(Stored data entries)
Start of Block

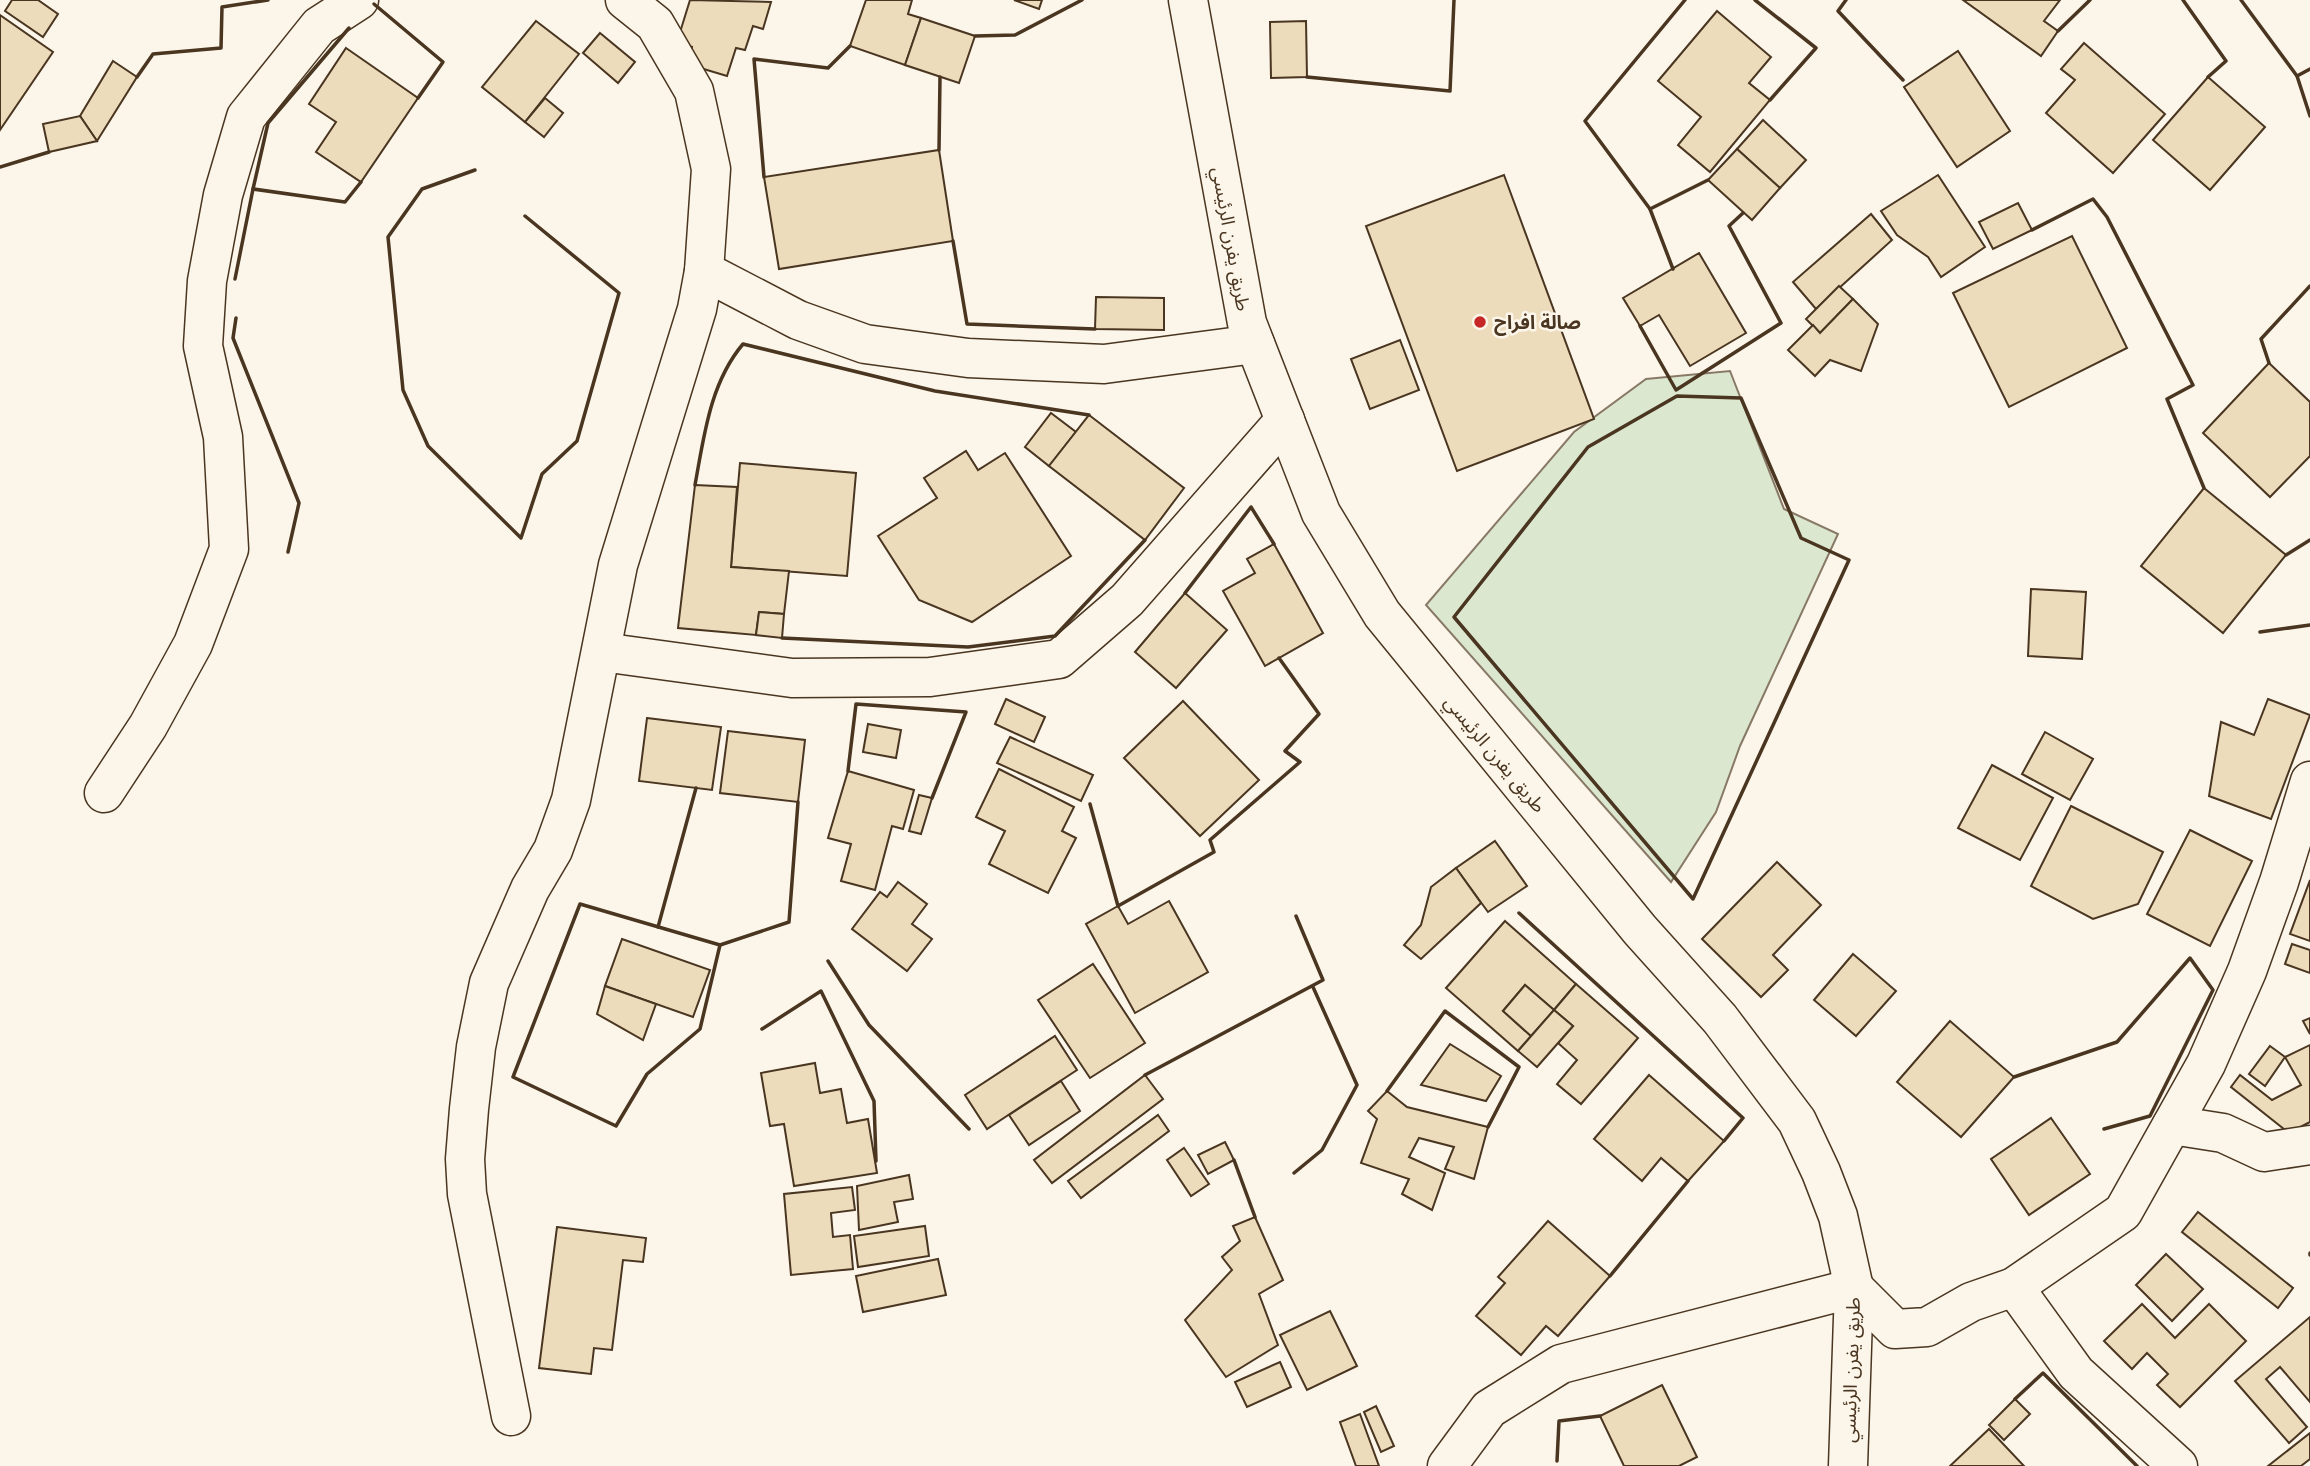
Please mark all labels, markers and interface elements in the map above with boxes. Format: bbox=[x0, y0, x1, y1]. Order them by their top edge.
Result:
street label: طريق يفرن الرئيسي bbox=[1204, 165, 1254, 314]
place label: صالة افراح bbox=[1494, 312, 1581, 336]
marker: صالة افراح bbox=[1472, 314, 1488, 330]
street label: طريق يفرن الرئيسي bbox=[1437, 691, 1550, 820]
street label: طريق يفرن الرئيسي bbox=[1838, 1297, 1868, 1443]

End of Block

To do:
Each line of the data above is to be output exactly; the pictures are not to appear.

Response to the exercise:
Please mark all labels, markers and interface elements in the map above with boxes. Format: bbox=[x0, y0, x1, y1]. Order them by their top edge.
Result:
street label: طريق يفرن الرئيسي bbox=[1204, 165, 1254, 314]
place label: صالة افراح bbox=[1494, 312, 1581, 336]
marker: صالة افراح bbox=[1472, 314, 1488, 330]
street label: طريق يفرن الرئيسي bbox=[1437, 691, 1550, 820]
street label: طريق يفرن الرئيسي bbox=[1838, 1297, 1868, 1443]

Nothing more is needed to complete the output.